Dekker : « Le gouvernement népalais ferme parfois les yeux sur cela. L’argent que génère un permis est plus que bienvenu.

Guides inexpérimentés

Cette année, le gouvernement népalais a délivré un nombre record de permis pour l’ascension de Sagarmatha, le nom local de la montagne : 478. C’est la cinquième fois en dix ans qu’un record est battu. Cela indique que de plus en plus d’alpinistes trouvent leur chemin vers le plus haut sommet de l’Himalaya.

En raison de la forte demande, les entreprises locales poussent comme des champignons. Baks : « Tout le monde essaie d’obtenir sa part. » Les expéditions proposées par ces entreprises locales sont parfois de qualité douteuse.

Ils n’imposent aucune exigence supplémentaire aux grimpeurs, les guides sont inexpérimentés et l’équipement n’est pas optimal. « Ces voyages sont moins chers que les expéditions dans l’Ouest car ils lésinent souvent sur la logistique et l’équipement », explique Dekker. « Ils manquent également de compétences organisationnelles. »

Exceptionnellement froid

Comme Pieter Swart, plusieurs alpinistes sont morts du mal de l’altitude cette année. Ce risque fait partie du métier, mais selon Baks, un bon guide réduit les risques d’en mourir. « Un guide expérimenté est capable de reconnaître quand quelqu’un souffre du mal de l’altitude et a le courage de conseiller à cette personne de rebrousser chemin, malgré le prix élevé payé pour l’expédition. »

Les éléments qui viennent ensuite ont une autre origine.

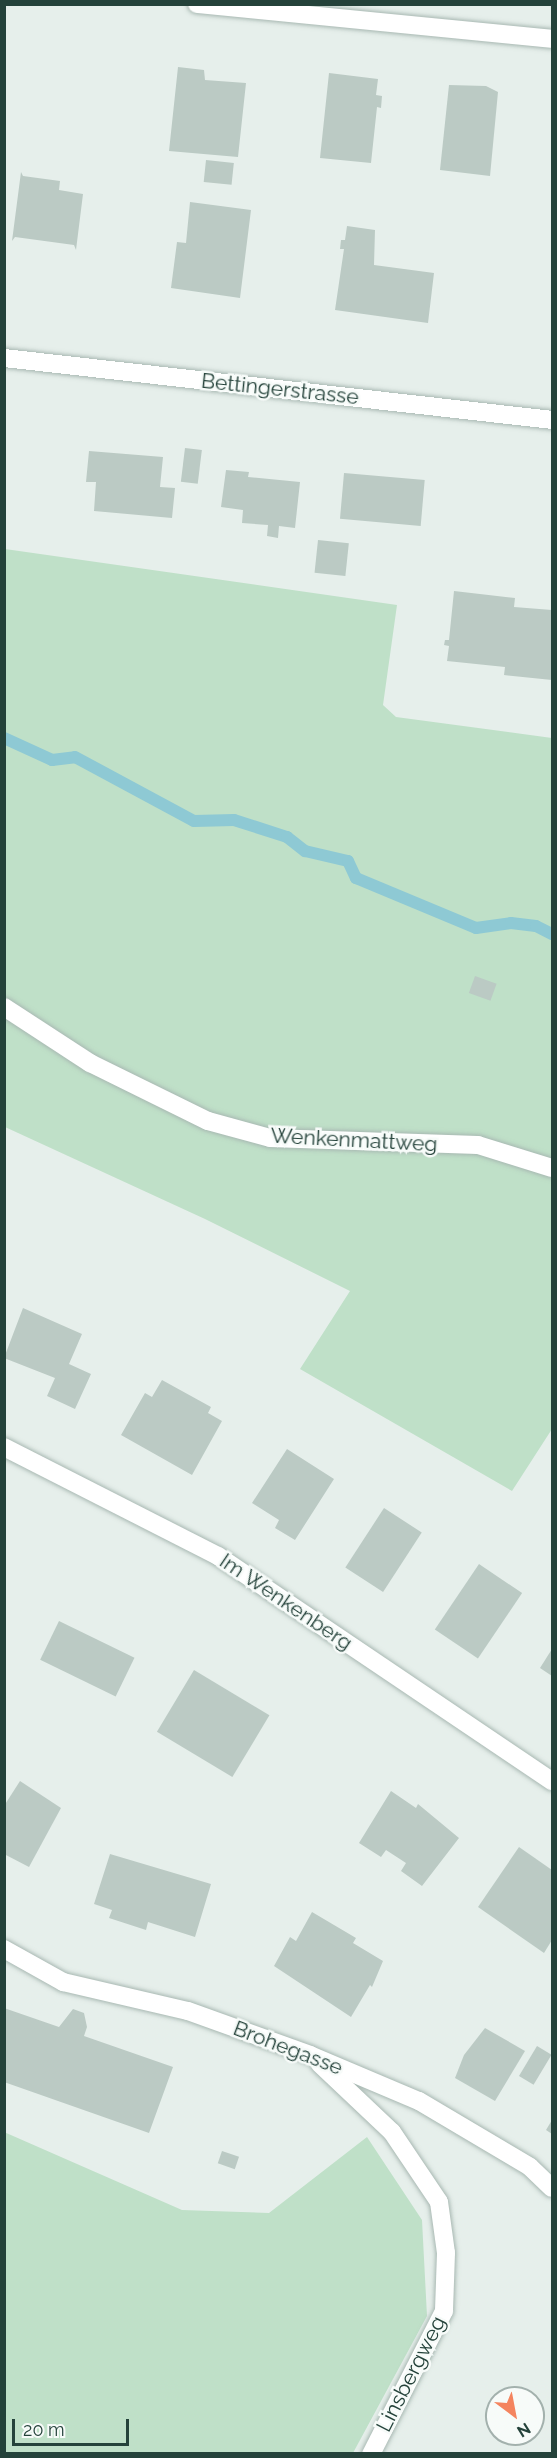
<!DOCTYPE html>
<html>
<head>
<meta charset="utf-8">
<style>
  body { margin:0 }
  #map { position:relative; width:557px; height:2458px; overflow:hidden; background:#e6efeb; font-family:Raleway,sans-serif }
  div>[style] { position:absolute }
  .green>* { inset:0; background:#bfe0c8 }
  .stream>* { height:12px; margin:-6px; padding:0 6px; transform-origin:6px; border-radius:6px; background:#8ec9d4 }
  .building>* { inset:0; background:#bbcac4; transform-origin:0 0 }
  .roads { filter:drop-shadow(0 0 2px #a8b8b2) drop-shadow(0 0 2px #a8b8b2) }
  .lane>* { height:18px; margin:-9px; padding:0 9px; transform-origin:9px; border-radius:9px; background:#fff }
  .street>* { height:18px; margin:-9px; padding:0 9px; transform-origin:9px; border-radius:9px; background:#fff }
  .secondary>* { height:18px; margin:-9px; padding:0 9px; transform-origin:9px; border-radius:9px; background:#fff }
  span { translate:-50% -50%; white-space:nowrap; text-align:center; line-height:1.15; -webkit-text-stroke:5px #f7fbf9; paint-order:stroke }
  .street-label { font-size:21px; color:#24423a }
  .frame { position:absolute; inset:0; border:6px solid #24423a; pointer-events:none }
  .north { position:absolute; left:485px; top:2386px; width:60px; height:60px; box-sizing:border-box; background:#f7fbf9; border:2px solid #a3b1ad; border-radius:50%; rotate:148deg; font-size:16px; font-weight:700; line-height:24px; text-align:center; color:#24423a }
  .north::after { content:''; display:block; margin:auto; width:21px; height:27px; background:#f4845f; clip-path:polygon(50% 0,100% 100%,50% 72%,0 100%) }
  .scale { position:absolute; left:12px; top:2419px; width:117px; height:27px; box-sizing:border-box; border:3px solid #24423a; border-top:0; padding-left:8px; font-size:18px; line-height:21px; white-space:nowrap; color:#24423a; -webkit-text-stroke:4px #f7fbf9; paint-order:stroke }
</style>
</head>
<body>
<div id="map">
  <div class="green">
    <div style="clip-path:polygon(5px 549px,397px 605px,383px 705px,396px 717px,552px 738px,552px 1429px,512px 1491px,300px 1369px,350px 1291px,205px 1219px,5px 1127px)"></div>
    <div style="clip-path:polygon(4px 2132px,182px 2210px,269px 2213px,367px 2137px,422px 2220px,427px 2316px,353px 2453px,5px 2453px)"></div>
  </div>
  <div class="stream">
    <div style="left:4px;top:738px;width:53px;rotate:24.6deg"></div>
    <div style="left:52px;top:760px;width:23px;rotate:-7deg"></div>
    <div style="left:75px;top:757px;width:135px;rotate:28.3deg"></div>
    <div style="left:194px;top:821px;width:40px;rotate:-1.4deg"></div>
    <div style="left:234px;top:820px;width:56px;rotate:17.8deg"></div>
    <div style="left:287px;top:837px;width:23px;rotate:38deg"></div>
    <div style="left:305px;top:851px;width:44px;rotate:13.1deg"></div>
    <div style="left:348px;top:861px;width:19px;rotate:65deg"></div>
    <div style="left:356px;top:878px;width:130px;rotate:22.6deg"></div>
    <div style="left:476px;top:928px;width:35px;rotate:-8deg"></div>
    <div style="left:511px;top:923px;width:25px;rotate:7deg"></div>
    <div style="left:536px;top:926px;width:18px;rotate:27deg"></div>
  </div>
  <div class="building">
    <div style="clip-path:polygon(178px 67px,204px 70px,205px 80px,246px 83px,238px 157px,169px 151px)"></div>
    <div style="clip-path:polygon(329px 73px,378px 79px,376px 95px,382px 96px,381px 108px,377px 107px,371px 163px,320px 158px)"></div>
    <div style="clip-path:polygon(449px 85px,486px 86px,498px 92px,490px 176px,440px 170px)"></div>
    <div style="left:206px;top:160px;width:28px;height:22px;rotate:6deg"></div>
    <div style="clip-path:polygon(21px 172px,23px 176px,60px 181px,59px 190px,83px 194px,76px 250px,74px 245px,15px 237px,12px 241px)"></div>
    <div style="clip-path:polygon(190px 202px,251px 210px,240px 298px,171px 288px,177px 242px,186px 243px)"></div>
    <div style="clip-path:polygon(347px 226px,375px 230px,374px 265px,434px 273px,428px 323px,335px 310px,344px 249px,340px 249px,341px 240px,345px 240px)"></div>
    <div style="left:185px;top:448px;width:17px;height:34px;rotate:7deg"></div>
    <div style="clip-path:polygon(89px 451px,163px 457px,160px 487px,175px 488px,172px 518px,94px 511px,96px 482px,86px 482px)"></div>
    <div style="clip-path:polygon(226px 470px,249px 472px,248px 477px,300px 482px,295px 528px,279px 526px,278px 538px,267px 536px,268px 525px,242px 523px,243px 510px,221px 507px)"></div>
    <div style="left:344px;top:473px;width:81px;height:46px;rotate:5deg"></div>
    <div style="left:318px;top:540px;width:31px;height:33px;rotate:6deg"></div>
    <div style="clip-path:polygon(454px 591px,515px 598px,514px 607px,552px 610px,552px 680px,504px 675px,505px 667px,447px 661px,449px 646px,444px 645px,445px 640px,449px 640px)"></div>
    <div style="left:475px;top:976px;width:23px;height:18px;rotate:20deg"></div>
    <div style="clip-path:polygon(23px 1308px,82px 1334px,69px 1364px,91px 1374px,75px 1409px,47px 1396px,55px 1378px,4px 1358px)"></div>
    <div style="clip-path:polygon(162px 1380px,211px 1407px,208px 1413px,222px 1421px,192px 1475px,121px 1435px,145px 1393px,152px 1397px)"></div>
    <div style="clip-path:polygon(287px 1449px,334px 1479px,295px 1540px,275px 1528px,279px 1520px,252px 1503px)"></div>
    <div style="left:384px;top:1508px;width:45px;height:71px;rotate:33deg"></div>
    <div style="left:479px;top:1564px;width:52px;height:79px;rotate:34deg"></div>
    <div style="left:59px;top:1621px;width:84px;height:43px;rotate:26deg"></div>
    <div style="clip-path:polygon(552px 1649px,552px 1676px,540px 1668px)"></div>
    <div style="left:194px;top:1670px;width:88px;height:72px;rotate:31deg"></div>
    <div style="clip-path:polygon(20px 1781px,61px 1808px,29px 1867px,4px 1854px,4px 1806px)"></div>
    <div style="clip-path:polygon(391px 1791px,416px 1808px,418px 1804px,459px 1838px,422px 1886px,401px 1871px,406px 1863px,386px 1850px,381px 1857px,359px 1843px)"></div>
    <div style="clip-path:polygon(519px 1847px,552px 1870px,552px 1940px,544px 1953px,478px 1907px)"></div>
    <div style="clip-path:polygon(110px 1854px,211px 1884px,195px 1937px,148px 1922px,146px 1930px,109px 1918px,112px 1910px,94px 1904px)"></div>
    <div style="clip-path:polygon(312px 1912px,356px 1938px,353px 1943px,383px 1961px,372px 1987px,370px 1985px,351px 2017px,274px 1966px,290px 1937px,296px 1941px)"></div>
    <div style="clip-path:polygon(4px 2008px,59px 2027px,73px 2009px,84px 2013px,87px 2027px,84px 2036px,173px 2067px,149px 2133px,4px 2082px)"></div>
    <div style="clip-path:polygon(485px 2028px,525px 2051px,495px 2101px,455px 2078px,464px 2055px)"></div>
    <div style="left:537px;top:2046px;width:17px;height:35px;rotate:31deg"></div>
    <div style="clip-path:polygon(552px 2120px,552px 2134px,546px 2130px)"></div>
    <div style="left:222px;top:2151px;width:18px;height:13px;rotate:19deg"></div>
  </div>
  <div class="roads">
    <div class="lane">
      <div style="left:4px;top:1007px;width:103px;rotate:33.1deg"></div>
      <div style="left:90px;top:1063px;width:131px;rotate:26.2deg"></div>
      <div style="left:208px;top:1121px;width:64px;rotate:15.3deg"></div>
      <div style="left:270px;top:1138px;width:208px;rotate:1.9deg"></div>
      <div style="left:478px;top:1145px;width:77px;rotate:17.3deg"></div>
    </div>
    <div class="street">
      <div style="left:197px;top:4px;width:357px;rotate:5.6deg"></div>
      <div style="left:4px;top:1447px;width:240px;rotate:27deg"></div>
      <div style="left:218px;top:1556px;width:403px;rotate:34deg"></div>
      <div style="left:4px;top:1949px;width:68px;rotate:29.2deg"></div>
      <div style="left:63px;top:1982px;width:128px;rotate:13.1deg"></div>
      <div style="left:188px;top:2011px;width:130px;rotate:19.8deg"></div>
      <div style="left:310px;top:2055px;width:118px;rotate:22.9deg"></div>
      <div style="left:419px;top:2101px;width:129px;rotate:30.7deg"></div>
      <div style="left:530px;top:2167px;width:30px;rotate:44deg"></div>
      <div style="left:320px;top:2064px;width:99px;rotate:43.4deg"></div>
      <div style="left:392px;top:2132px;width:84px;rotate:56.1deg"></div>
      <div style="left:439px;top:2202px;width:51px;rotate:82.2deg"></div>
      <div style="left:446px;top:2253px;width:58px;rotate:92deg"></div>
      <div style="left:444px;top:2311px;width:161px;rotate:117deg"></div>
    </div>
    <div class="secondary">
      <div style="left:4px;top:358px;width:551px;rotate:6.45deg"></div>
    </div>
  </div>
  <div class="street-label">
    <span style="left:280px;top:389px;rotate:6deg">Bettingerstrasse</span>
    <span style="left:354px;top:1140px;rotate:3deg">Wenkenmattweg</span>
    <span style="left:286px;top:1602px;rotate:34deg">Im Wenkenberg</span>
    <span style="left:288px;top:2048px;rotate:21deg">Brohegasse</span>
    <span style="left:411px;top:2374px;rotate:-63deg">Linsbergweg</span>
  </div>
  <div class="frame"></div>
  <div class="north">N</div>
  <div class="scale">20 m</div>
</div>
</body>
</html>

Yuba Raj Khatiwada, directeur de l’Office du tourisme du Népal, cite Le gardien le changement climatique comme cause des nombreux décès. « Les conditions météorologiques n’étaient pas favorables, c’était très erratique. »

Des témoignages indiquent qu’il a fait exceptionnellement froid sur la montagne cette année, ce qui a entraîné plusieurs cas d’engelures. Les grimpeurs ont également abandonné tôt en raison du froid, de sorte que les embouteillages comme en 2019 ne se sont pas produits.

Un lien direct entre les décès et le changement climatique ne peut être établi. Selon Baks, il est logique que le gouvernement népalais se réfère au climat comme un facteur externe. « C’est bien sûr très double pour ce pays ; ils ont besoin d’argent et ne veulent donc pas dissuader les gens de venir. La seule question est de savoir où cela finira.